2,3 Viele Nationen machen sich auf den Weg. Sie sagen: Kommt, wir ziehen hinauf zum Berg des Herrn und zum Haus des Gottes Jakobs. Er zeige uns seine Wege, auf seinen Pfaden wollen wir gehen. Denn von Zion kommt die Weisung des Herrn, aus Jerusalem sein Wort.

2,4 Er spricht Recht im Streit der Völker, er weist viele Nationen zurecht. Dann schmieden sie Pflugscharen aus ihren Schwertern und Winzermesser aus ihren Lanzen. Man zieht nicht mehr das Schwert, Volk gegen Volk, und übt nicht mehr für den Krieg.

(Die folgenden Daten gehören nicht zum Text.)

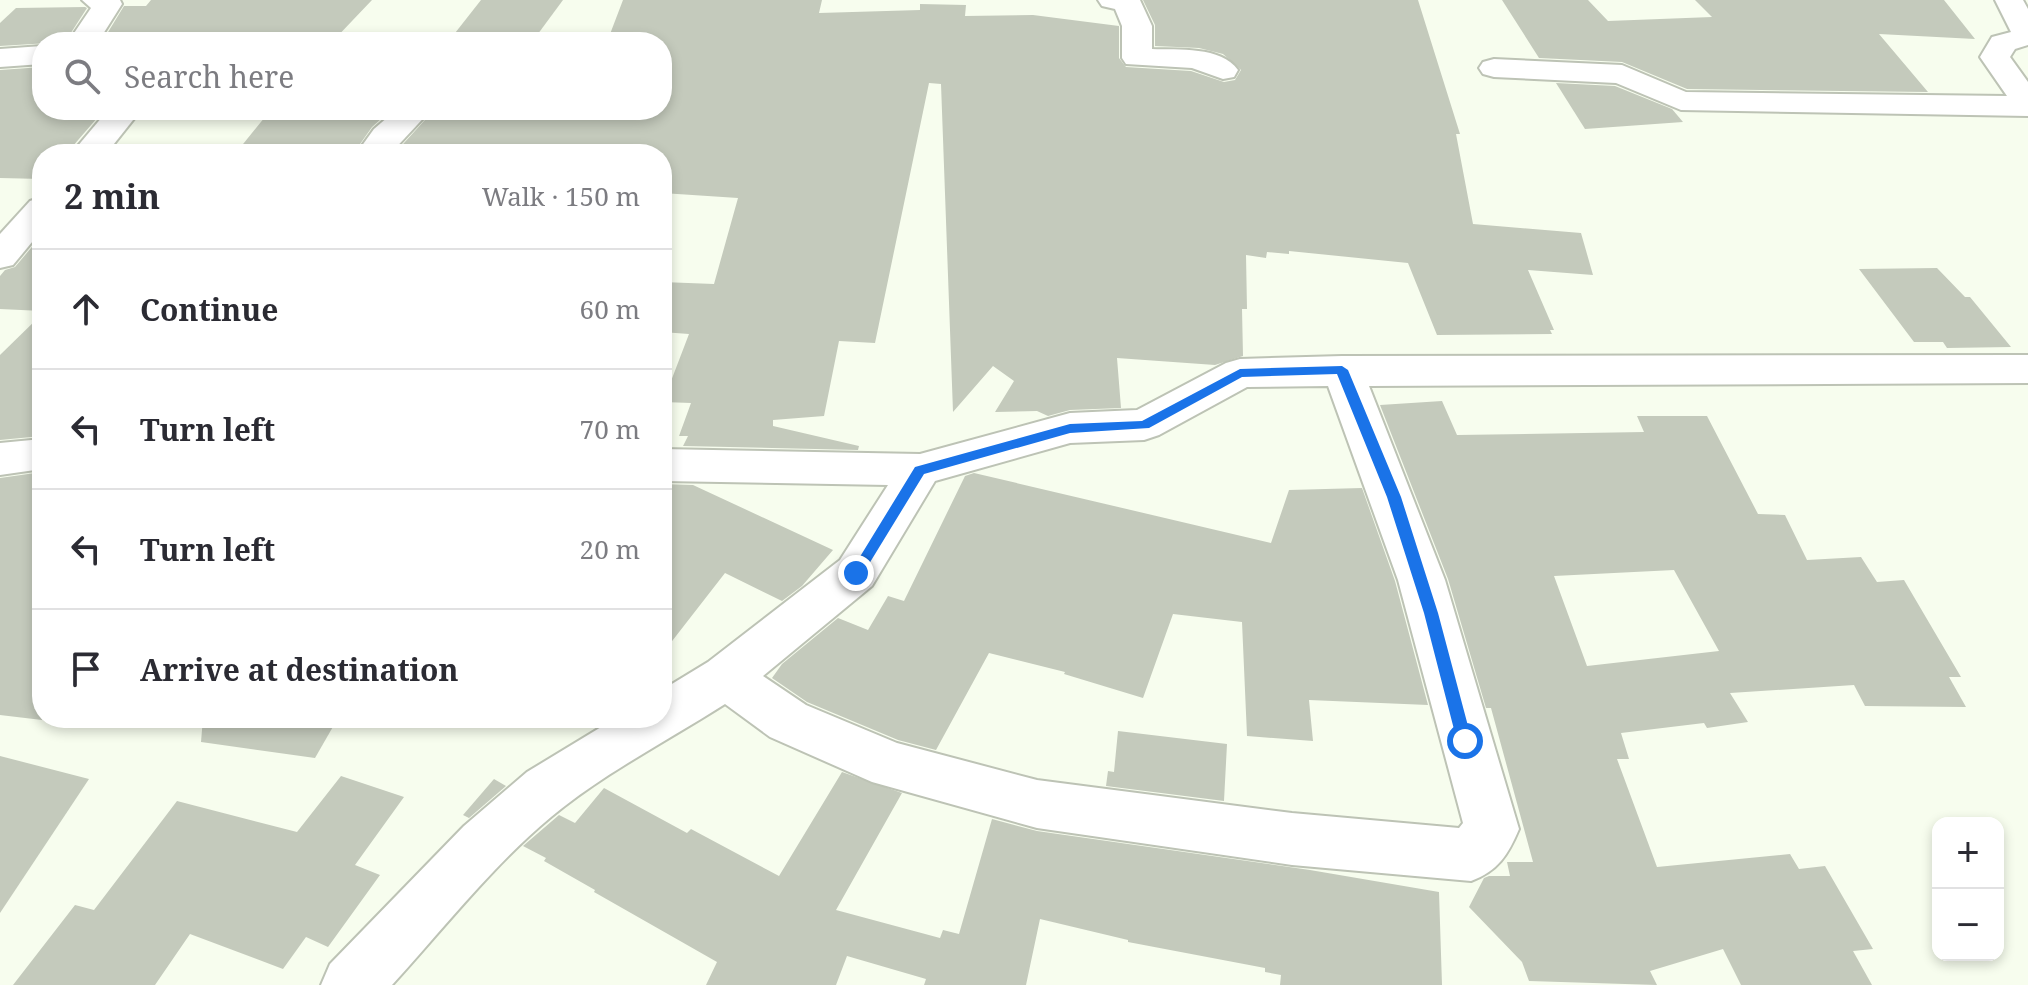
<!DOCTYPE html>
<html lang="en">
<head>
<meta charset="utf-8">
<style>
  :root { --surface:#fff; --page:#f2f2f3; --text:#2b2b33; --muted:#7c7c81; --line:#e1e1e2 }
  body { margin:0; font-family:"Noto Serif",serif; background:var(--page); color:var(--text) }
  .controls { position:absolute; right:24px; bottom:24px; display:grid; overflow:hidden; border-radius:16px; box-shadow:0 4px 12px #0003 }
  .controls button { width:72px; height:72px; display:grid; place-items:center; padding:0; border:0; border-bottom:2px solid var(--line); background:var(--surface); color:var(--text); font:40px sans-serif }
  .stop { position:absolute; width:24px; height:24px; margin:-18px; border:6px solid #1a73e8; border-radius:50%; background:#fff }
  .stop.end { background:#1a73e8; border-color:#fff; box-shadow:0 2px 8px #0008 }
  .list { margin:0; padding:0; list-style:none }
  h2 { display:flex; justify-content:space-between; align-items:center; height:104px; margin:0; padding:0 32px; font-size:34px }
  h2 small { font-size:26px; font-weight:400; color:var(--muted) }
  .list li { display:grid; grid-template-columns:52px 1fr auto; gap:24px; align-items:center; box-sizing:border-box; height:120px; padding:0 32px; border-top:2px solid var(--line) }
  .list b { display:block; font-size:30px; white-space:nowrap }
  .list em { font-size:26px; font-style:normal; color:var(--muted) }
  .icon { flex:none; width:44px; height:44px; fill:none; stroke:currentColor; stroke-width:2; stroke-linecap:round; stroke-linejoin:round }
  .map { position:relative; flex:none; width:2028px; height:985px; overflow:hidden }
  .search { position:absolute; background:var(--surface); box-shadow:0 4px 12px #0003; left:32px; top:32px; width:640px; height:88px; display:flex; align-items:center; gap:20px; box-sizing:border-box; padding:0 28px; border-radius:32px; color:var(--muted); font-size:30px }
  .panel { position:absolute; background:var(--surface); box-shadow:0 4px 12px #0003; left:32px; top:144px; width:640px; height:584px; border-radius:32px }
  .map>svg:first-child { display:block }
</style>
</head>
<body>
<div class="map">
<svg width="2028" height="985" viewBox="0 0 2028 985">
  <rect width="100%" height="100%" fill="#f7fdee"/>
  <g fill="#c4cabc" fill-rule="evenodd">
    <path d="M 151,0 L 372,0 L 332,42 L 102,42 L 124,6 L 146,6 Z"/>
    <path d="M 481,0 L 563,0 L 532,42 L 448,42 Z"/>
    <path d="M 623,0 L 822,0 L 819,13 L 920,10 L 920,4 L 966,5 L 965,16 L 1033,15 L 1119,26 L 1119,58 L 1126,67 L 1191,71 L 1224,82 L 1235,80 L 1241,70 L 1223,54 L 1199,48 L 1155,46 L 1155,25 L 1143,0 L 1418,0 L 1460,134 L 1456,134 L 1473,224 L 1581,233 L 1593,275 L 1528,270 L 1554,330 L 1550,330 L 1552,334 L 1437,335 L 1408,263 L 1289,251 L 1289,254 L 1267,252 L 1266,258 L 1246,255 L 1247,309 L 1242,309 L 1243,356 L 1215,365 L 1117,358 L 1121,408 L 1070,410 L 1048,416 L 1037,411 L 995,412 L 1014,381 L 993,366 L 953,412 L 941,84 L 929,83 L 875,343 L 839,341 L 824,416 L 773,420 L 773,426 L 859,446 L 858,450 L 683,446 L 688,436 L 679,436 L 691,403 L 663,402 L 689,334 L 662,332 L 662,282 L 714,284 L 738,198 L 662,193 L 662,154 L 394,154 L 434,110 L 662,110 L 662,42 L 607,42 Z"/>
    <path d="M 1502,0 L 1588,0 L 1608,21 L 1712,17 L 1695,0 L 1944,0 L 1975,39 L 1879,34 L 1928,92 L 1687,89 L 1622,62 L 1539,58 Z"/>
    <path d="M 85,7 L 87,8 L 65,42 L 0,46 L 0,23 L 16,8 Z"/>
    <path d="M 42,67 L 42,110 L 104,110 L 66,154 L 42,154 L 42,179 L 0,178 L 0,70 Z"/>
    <path d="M 1556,83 L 1615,86 L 1672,109 L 1683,122 L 1585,129 Z"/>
    <path d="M 333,110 L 391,110 L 372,127 L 353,154 L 235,154 L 265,117 L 326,118 Z"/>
    <path d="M 42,235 L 42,311 L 0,309 L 0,276 L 5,270 L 15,267 Z"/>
    <path d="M 1937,268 L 1965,297 L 1970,297 L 2011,347 L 1947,348 L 1943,342 L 1914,342 L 1859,269 Z"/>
    <path d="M 42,314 L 42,436 L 0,440 L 0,355 Z"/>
    <path d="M 1442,401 L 1457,435 L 1644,432 L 1637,416 L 1707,416 L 1758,514 L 1785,515 L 1807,560 L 1861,557 L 1877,582 L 1904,580 L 1961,677 L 1949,677 L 1966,707 L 1865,706 L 1854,685 L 1730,693 L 1748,722 L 1707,728 L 1704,723 L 1621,733 L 1629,759 L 1617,759 L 1657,867 L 1790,854 L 1799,869 L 1825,866 L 1873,949 L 1853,951 L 1872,985 L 1741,985 L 1723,949 L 1650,971 L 1657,985 L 1529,981 L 1522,962 L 1469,907 L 1484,878 L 1489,876 L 1510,876 L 1507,862 L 1533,862 L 1491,708 L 1486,708 L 1448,579 L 1380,405 ZM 1674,570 L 1719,651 L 1587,666 L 1554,576 Z"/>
    <path d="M 42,472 L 42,720 L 0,715 L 0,478 Z"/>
    <path d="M 974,473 L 1271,543 L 1289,490 L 1362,488 L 1395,581 L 1428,705 L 1309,700 L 1313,741 L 1247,736 L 1242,622 L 1173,614 L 1143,698 L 1064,674 L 1065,672 L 989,653 L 936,750 L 898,740 L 807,702 L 772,678 L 782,664 L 838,618 L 868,630 L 888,596 L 904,601 L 965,476 Z"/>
    <path d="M 662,484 L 693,485 L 833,550 L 802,586 L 782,601 L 725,573 L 662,654 Z"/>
    <path d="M 203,718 L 338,718 L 315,758 L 201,742 Z"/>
    <path d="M 1118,731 L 1227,744 L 1224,801 L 1106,786 L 1108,771 L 1114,772 Z"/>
    <path d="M 0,756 L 89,779 L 0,913 Z"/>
    <path d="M 842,772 L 902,793 L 836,910 L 940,938 L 943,930 L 959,934 L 992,819 L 1037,831 L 1310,870 L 1439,892 L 1442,985 L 1280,985 L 1281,975 L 1265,972 L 1265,968 L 1128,942 L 1128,940 L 1040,919 L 1026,985 L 924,985 L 926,979 L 847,956 L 836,985 L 706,985 L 717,962 L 594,892 L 595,890 L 544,861 L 546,858 L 523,846 L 559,815 L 575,823 L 604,788 L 687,833 L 691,829 L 779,876 Z"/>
    <path d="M 341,776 L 404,797 L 355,865 L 380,875 L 328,947 L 306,937 L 283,969 L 190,934 L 155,985 L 13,985 L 75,905 L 94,910 L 177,801 L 297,832 Z"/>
    <path d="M 494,779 L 506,786 L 469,818 L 463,815 Z"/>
  </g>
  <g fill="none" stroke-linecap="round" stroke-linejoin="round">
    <defs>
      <g id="minor">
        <path d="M 82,0 L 120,0 L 122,4 L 98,42 L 68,42 L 91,8 Z"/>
        <path d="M 1098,0 L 1140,0 L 1152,26 L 1152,49 C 1178,50 1221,46 1238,70 L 1234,77 L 1223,79 L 1192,68 L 1126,64 L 1122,58 L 1122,26 L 1115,9 L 1102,6 Z"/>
        <path d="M 1995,0 L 2023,0 L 2028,9 L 2028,45 L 2015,49 L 2010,57 L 2028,82 L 2028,116 L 1681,110 L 1616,83 L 1494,77 L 1483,74 L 1479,68 L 1483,62 L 1494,59 L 1622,65 L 1686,92 L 2007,96 L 1980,57 L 1992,37 L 2011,32 Z"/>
        <path d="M 42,46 L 42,64 L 0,67 L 0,49 Z"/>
        <path d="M 108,110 L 141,110 L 106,154 L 71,154 Z"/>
        <path d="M 396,110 L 431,110 L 390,154 L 356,154 L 374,129 Z"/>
        <path d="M 42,197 L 42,230 L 13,265 L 0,268 L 0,234 L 30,201 Z"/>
        <path d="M 2028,355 L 2028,383 L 1369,386 L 1445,580 L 1519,829 C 1508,855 1498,871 1471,881 L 1292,865 L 1037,828 L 872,782 L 770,737 L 725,704 C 667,741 604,773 551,817 C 492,866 444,928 392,985 L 321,985 L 330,964 L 464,826 L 527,772 L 616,718 L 662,718 L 662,690 L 708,662 L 840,560 L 888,485 L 662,481 L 662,449 L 920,454 L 1070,413 L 1137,410 L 1226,363 L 1240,359 L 1342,356 ZM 1328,386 L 1398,580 L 1463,823 L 1459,828 L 1292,813 L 1037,780 L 897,743 L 806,705 L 763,676 L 872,586 L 935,481 L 1070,443 L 1144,440 L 1159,435 L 1247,387 Z"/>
        <path d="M 42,439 L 42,469 L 0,475 L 0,443 Z"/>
      </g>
    </defs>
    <use href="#minor" stroke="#bdc3b5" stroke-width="4"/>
    <use href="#minor" fill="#fff" fill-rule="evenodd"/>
  </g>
  <path fill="#1a73e8" d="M 1342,366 L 1348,370 L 1401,497 L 1438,613 L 1472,741 L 1470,746 L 1465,748 L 1457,741 L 1424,613 L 1387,497 L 1337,374 L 1242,377 L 1149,428 L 1070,433 L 924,474 L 861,577 L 856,579 L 850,573 L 915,467 L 1070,424 L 1142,421 L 1240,369 Z"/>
</svg>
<div class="controls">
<button>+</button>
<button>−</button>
</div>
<div class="stop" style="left:1465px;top:741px"></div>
<div class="stop end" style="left:856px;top:573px"></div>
<div class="search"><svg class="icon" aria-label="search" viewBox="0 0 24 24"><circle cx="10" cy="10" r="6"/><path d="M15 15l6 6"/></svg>Search here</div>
<section class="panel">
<h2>2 min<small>Walk · 150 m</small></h2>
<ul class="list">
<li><svg class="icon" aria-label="ahead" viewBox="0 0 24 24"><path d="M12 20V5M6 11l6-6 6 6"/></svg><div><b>Continue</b></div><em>60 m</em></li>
<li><svg class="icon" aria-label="left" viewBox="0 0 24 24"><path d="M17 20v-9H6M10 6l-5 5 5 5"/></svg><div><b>Turn left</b></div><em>70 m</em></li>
<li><svg class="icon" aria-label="left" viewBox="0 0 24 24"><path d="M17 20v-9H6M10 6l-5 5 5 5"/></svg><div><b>Turn left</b></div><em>20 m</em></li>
<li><svg class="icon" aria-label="arrive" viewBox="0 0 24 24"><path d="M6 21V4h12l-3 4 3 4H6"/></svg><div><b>Arrive at destination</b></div></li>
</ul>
</section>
</div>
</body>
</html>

2,5 Ihr vom Haus Jakob, kommt, wir wollen unsere Wege gehen im Licht des Herrn.



Textbetrachtung

Der Prophet Jesaja, der Sohn des Amoz, lebte zwischen 740 und 701 im damaligen Südreich Juda. Die Großmacht Assyrien vernichtete 722 v.Chr. das Nordreich und bedrohte damals bereits das Südreich durch eine abschreckende grausame Kriegsführung ganz ähnlich den heutigen Isis-Kämpfern in (As-)Syrien. Das biblische Buch, das unter seinem Namen gelesen wird, lässt noch dessen längere Entstehungsgeschichte erkennen. Man hat verschiedene Überlieferungen gesammelt und zu einer Erzähleinheit komponiert. Was authentische Worte des Propheten sind, lässt sich kaum mehr mit Sicherheit feststellen. Jedenfalls wird dieser Text von der Völkerwallfahrt auch im Zwölfprophetenbuch „Micha“, aber ohne den Einleitungsvers, zitiert. Welches von beiden Büchern das andere zitierte, darüber wird bis heute gestritten. Der Prophet Micha wirkte von 750-686 v.Chr. in Jerusalem. Er war ein Zeitgenosse Jesajas. Micha und Jesaja lebten im Südreich „Juda“ während Amos und Hosea im noch nicht vernichteten Nordreich „Israel“ weissagten. Es könnte sein, dass Flüchtlinge aus dem Nordreich“ nach seiner Zerstörung die Überlieferung der „Völkerwallfahrt“ mitgebracht haben. 

1 Jerusalem als Mittelpunkt des erwarteten messianischen Reiches wird hier ausdrücklich dem Jesaja zugeschrieben. In einer audiovisuellen „Schauung“ über Juda und Jerusalem habe er das „Wort“ von der „Völkerwallfahrt“ gehört. 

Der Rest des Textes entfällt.